— Work to be completed —
Among the lines of the records, please find those that contain the word "right" and copy them.

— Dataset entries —
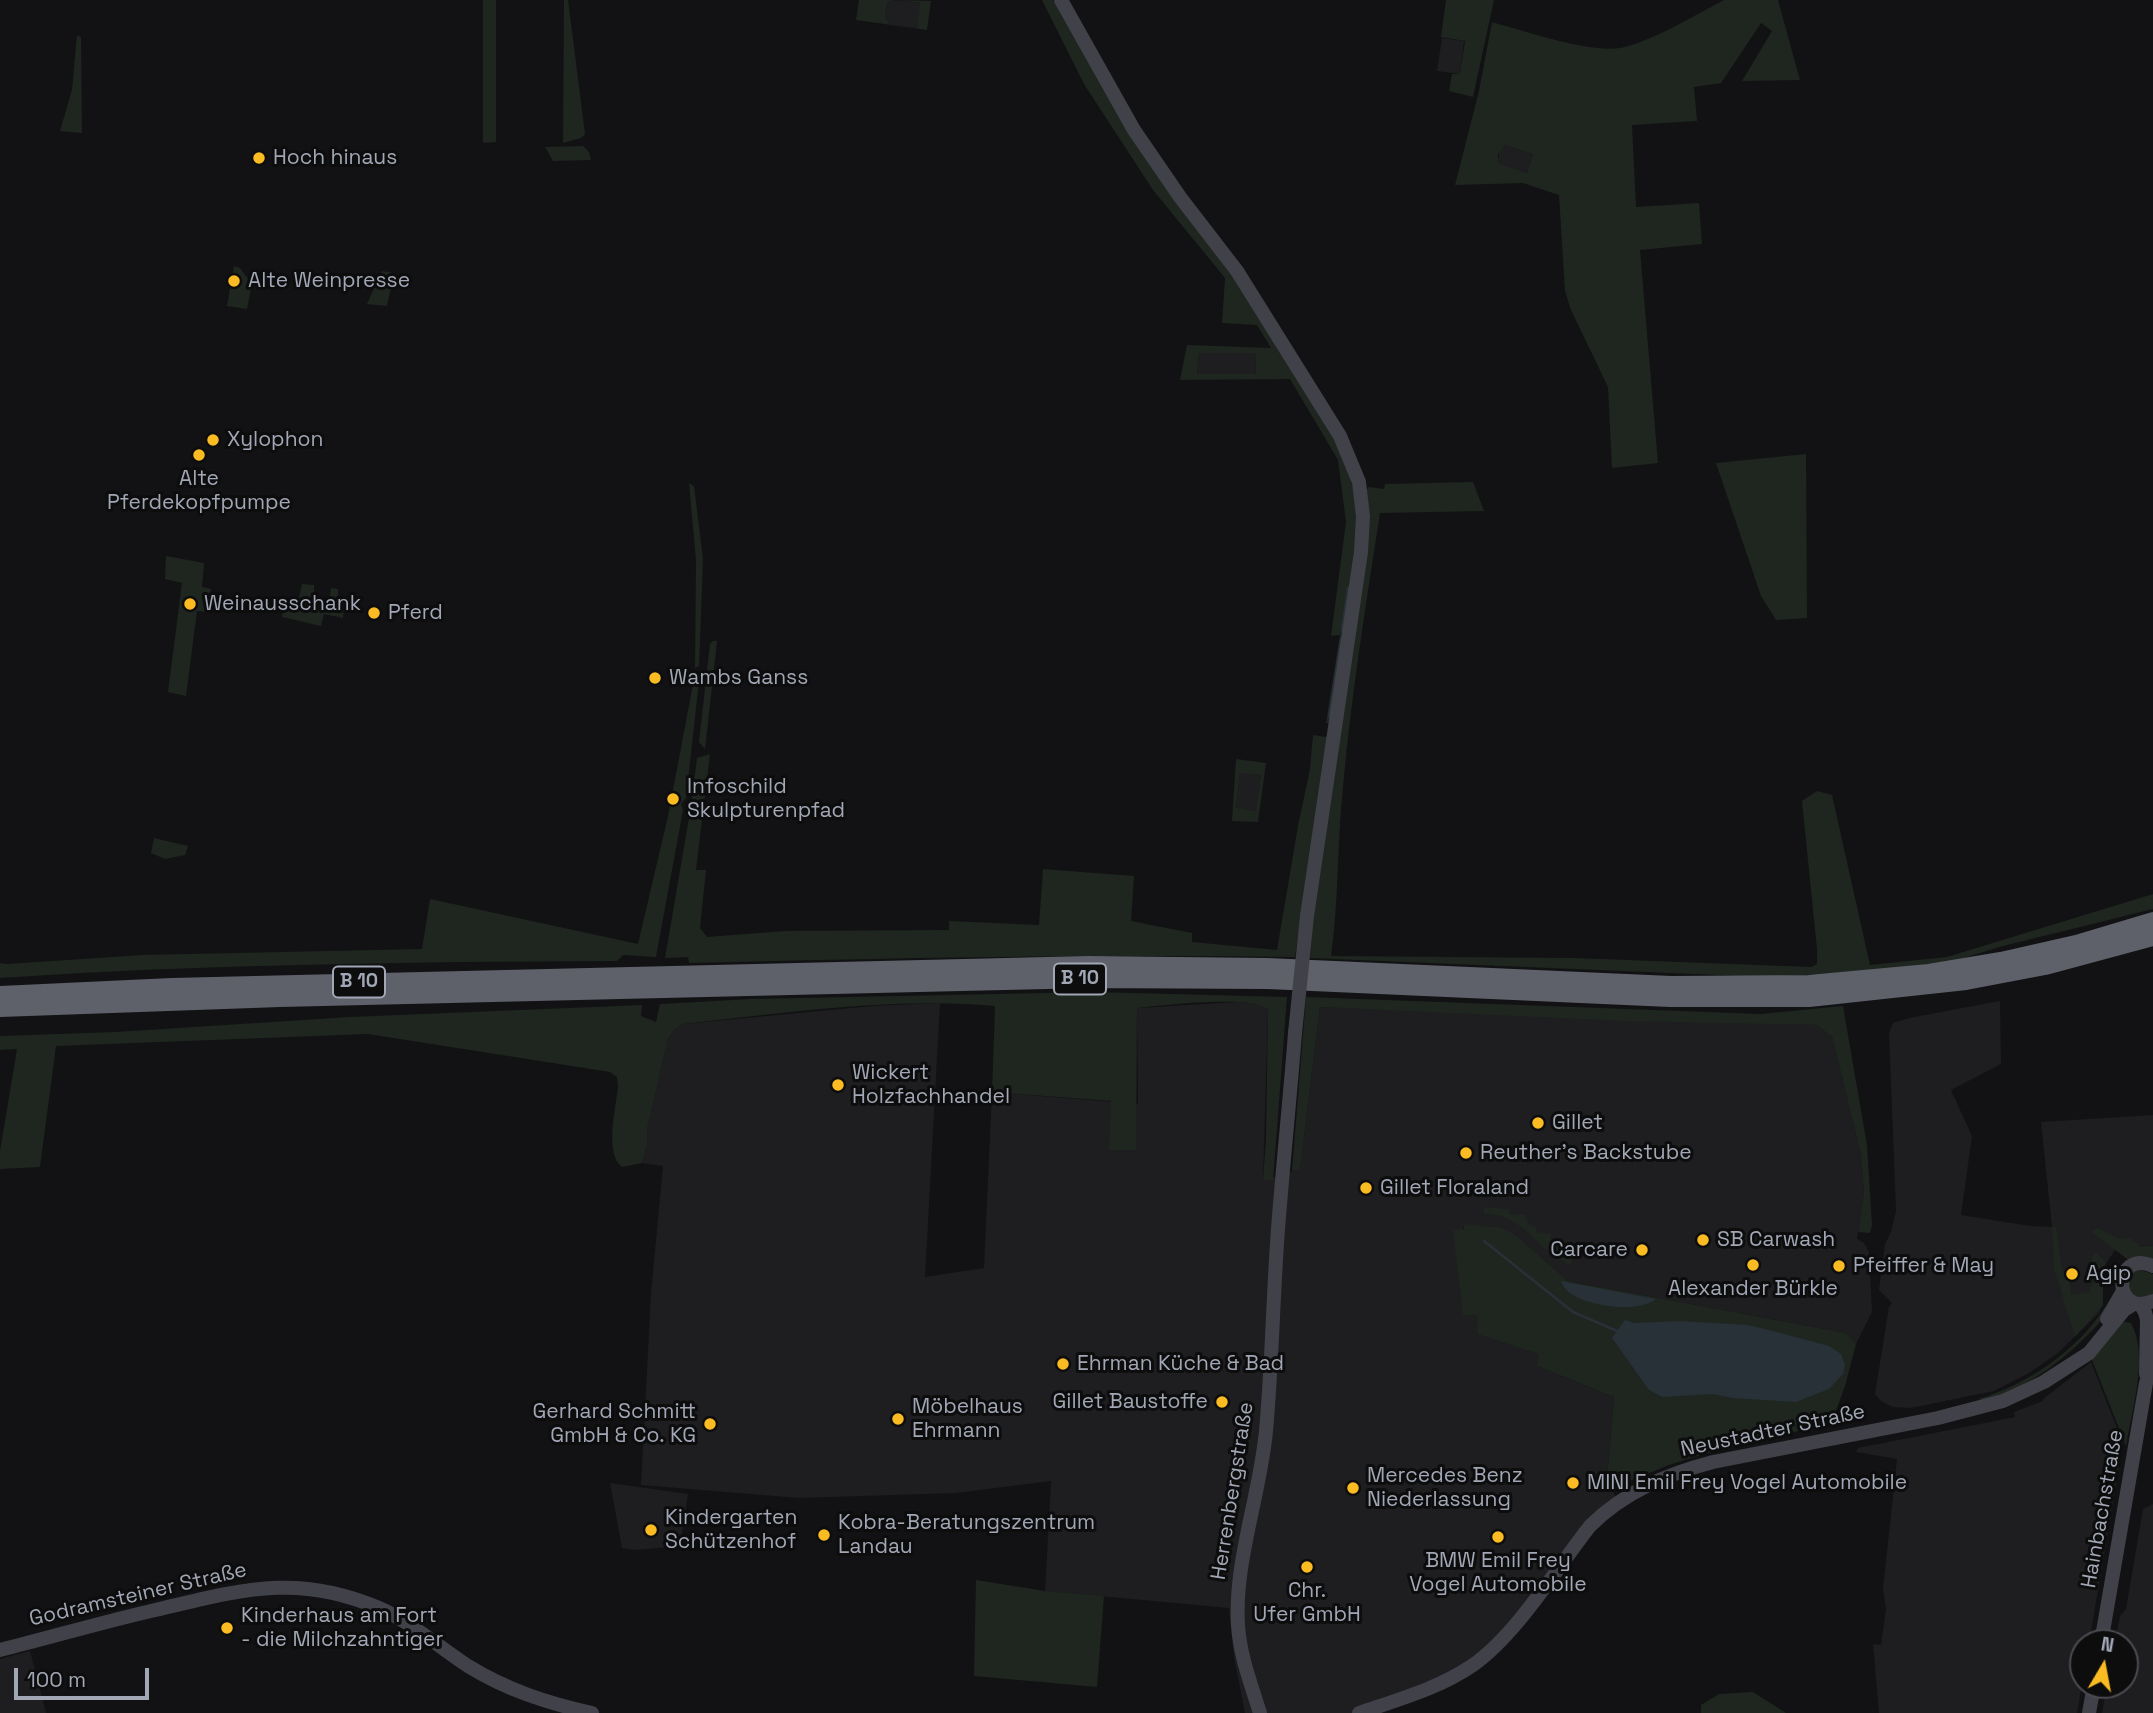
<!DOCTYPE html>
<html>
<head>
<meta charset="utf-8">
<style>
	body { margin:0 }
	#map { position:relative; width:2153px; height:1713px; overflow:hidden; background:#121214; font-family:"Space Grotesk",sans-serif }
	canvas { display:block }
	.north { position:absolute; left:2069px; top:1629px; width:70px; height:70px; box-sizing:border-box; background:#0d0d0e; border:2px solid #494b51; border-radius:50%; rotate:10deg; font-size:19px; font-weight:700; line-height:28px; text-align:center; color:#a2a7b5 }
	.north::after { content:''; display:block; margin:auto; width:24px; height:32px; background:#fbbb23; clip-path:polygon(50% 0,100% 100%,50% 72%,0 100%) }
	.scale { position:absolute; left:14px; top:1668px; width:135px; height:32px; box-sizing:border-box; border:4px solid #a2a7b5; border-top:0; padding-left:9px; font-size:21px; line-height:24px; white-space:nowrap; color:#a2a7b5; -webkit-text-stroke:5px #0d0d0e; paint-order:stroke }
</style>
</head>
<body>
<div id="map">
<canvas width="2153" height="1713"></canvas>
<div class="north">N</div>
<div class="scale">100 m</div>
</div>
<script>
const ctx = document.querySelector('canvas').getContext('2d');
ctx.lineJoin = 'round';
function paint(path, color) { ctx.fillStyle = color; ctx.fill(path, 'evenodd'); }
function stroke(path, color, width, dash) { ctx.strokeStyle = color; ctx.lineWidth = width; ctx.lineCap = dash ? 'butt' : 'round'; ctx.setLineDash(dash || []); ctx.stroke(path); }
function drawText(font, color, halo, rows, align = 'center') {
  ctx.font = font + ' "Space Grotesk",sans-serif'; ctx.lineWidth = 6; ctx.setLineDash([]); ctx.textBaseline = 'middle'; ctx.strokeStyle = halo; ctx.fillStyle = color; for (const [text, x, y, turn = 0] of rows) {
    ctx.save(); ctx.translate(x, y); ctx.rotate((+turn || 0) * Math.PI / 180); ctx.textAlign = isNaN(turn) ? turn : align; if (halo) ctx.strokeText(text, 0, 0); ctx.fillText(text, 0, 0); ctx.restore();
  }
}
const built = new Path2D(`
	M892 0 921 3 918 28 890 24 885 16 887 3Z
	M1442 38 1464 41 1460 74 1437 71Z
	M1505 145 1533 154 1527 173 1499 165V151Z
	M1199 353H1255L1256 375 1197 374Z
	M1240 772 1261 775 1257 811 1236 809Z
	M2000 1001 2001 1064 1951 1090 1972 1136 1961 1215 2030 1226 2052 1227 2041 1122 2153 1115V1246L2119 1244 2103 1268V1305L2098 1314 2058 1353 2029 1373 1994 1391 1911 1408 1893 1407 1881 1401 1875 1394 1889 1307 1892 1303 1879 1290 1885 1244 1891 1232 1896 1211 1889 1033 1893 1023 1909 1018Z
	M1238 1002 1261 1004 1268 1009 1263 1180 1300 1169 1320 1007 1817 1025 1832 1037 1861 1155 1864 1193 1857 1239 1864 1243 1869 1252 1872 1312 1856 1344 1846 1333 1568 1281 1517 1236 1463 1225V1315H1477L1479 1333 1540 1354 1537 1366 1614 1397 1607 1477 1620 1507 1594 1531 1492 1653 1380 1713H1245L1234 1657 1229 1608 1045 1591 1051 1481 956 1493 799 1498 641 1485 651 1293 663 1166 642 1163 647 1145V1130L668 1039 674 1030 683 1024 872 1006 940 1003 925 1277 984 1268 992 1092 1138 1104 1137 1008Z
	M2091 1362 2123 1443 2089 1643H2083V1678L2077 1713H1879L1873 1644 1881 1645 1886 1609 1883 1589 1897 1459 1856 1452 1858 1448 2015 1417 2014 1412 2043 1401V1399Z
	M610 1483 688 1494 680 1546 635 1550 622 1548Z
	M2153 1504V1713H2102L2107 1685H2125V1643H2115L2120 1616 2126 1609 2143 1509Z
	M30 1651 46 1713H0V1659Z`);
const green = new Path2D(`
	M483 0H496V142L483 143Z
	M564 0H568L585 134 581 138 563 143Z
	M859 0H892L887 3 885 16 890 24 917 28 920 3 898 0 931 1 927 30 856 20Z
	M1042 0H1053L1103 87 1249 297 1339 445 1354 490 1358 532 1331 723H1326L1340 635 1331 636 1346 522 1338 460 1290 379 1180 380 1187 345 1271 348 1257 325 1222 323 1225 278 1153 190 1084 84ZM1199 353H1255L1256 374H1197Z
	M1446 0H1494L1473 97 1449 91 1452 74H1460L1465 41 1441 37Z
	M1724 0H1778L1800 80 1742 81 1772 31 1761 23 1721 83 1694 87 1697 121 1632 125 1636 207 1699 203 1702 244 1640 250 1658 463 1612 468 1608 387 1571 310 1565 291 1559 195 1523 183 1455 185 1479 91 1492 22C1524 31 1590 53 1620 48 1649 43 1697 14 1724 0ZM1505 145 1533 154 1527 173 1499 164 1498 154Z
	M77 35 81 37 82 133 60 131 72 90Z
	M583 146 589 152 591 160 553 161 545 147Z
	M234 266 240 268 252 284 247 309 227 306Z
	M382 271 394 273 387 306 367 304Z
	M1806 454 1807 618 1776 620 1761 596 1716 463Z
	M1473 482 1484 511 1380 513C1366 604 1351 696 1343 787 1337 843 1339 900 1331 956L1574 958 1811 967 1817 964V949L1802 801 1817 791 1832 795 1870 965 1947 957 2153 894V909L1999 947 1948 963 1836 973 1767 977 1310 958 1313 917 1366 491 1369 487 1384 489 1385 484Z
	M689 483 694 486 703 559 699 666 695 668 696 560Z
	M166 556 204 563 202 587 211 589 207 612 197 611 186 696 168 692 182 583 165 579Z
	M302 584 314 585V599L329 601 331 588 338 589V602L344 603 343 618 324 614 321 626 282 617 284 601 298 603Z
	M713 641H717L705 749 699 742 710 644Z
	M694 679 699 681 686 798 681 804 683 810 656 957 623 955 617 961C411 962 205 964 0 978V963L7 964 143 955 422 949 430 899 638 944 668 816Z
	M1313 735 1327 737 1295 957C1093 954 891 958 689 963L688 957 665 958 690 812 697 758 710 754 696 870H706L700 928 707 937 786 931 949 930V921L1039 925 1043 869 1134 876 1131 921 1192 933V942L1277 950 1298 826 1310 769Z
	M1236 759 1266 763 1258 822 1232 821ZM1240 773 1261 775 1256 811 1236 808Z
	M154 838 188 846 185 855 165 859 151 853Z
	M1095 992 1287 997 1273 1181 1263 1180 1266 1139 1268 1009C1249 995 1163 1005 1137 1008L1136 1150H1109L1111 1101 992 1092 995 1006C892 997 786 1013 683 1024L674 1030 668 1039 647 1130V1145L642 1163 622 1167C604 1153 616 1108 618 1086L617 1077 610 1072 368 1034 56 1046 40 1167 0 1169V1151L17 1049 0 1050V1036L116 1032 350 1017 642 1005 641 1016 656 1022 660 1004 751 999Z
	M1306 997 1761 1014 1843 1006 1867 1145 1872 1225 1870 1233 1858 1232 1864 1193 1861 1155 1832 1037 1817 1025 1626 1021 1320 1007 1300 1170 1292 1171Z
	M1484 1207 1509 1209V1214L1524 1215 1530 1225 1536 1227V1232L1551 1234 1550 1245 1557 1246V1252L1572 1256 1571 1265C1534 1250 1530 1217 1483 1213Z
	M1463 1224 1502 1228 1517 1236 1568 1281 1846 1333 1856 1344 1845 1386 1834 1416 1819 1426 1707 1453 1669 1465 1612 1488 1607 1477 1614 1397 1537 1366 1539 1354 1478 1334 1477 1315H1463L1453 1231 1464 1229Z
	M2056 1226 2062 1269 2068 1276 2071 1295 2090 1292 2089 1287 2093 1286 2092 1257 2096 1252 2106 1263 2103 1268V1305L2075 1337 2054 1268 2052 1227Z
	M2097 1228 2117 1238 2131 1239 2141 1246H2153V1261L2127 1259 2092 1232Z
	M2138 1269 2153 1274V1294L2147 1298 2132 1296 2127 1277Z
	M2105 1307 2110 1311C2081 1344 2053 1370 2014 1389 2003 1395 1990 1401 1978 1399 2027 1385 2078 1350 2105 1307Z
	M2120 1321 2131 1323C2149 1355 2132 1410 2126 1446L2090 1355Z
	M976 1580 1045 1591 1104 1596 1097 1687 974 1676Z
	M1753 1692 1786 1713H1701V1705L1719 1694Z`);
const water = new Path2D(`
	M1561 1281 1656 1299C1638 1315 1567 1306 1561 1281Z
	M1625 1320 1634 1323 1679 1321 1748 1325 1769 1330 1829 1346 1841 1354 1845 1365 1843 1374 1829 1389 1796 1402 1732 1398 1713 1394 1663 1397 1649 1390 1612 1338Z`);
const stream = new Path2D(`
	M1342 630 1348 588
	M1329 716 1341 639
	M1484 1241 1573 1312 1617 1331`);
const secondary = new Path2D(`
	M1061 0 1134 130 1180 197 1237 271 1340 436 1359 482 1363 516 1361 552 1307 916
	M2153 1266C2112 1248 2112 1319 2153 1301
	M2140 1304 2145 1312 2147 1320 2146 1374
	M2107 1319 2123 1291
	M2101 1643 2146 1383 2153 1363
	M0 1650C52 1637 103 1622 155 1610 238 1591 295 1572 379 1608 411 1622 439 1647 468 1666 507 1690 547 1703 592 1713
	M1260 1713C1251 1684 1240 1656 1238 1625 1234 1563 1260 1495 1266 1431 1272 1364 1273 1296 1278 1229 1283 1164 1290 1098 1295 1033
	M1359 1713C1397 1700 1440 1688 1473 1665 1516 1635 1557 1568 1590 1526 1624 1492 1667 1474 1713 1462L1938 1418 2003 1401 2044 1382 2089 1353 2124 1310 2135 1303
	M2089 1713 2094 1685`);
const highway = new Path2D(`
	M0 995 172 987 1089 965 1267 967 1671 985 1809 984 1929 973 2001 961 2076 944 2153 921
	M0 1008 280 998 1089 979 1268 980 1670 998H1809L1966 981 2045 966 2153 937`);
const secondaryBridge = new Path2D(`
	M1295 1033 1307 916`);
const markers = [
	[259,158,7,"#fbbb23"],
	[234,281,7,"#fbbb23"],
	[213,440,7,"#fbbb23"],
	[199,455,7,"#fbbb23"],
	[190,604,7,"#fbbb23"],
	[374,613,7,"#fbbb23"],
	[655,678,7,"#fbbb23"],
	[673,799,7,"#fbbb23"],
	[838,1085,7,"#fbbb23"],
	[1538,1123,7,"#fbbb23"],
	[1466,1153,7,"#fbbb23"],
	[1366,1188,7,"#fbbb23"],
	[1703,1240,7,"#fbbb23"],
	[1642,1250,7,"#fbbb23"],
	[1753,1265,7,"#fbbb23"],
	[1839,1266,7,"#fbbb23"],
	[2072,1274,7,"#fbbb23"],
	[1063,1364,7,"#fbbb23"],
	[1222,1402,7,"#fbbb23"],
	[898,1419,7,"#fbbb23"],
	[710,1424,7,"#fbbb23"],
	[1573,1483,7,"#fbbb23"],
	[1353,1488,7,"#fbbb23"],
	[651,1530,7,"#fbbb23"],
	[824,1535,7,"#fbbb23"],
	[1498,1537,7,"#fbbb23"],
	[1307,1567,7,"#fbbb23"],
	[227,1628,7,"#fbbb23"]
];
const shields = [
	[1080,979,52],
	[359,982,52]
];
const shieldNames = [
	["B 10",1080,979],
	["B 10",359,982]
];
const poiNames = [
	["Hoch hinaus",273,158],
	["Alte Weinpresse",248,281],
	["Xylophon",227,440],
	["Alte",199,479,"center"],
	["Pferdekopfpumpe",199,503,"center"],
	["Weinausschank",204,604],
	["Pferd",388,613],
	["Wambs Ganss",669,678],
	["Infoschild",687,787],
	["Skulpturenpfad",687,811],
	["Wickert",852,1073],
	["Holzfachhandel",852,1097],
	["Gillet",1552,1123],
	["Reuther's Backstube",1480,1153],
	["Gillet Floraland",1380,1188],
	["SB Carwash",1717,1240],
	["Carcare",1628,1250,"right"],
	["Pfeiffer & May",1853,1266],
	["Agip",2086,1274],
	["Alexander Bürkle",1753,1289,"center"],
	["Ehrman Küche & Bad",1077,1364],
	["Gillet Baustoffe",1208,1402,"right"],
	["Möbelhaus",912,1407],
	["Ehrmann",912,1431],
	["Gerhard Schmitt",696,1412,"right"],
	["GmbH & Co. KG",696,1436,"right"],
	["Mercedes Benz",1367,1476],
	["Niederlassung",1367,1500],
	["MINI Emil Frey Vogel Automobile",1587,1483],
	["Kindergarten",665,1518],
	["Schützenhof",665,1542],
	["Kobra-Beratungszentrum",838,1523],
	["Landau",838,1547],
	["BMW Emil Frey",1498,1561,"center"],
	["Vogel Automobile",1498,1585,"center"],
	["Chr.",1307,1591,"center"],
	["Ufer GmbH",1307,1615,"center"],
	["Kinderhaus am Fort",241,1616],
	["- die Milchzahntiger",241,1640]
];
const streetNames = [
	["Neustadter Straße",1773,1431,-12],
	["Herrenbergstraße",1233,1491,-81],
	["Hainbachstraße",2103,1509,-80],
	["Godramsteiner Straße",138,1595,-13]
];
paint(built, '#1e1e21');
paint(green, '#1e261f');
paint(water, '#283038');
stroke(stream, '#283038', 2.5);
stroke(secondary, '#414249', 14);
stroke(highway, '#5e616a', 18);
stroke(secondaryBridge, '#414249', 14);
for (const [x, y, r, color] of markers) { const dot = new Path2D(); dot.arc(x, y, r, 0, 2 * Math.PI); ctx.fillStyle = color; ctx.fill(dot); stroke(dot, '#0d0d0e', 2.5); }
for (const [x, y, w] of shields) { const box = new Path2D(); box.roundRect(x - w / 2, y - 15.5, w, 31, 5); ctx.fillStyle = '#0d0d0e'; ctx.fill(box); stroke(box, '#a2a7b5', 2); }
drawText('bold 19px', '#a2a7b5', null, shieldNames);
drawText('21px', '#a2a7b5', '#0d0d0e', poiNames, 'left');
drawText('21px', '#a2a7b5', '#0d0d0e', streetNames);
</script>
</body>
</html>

— Reply to the exercise —
	["Carcare",1628,1250,"right"],
	["Gillet Baustoffe",1208,1402,"right"],
	["Gerhard Schmitt",696,1412,"right"],
	["GmbH & Co. KG",696,1436,"right"],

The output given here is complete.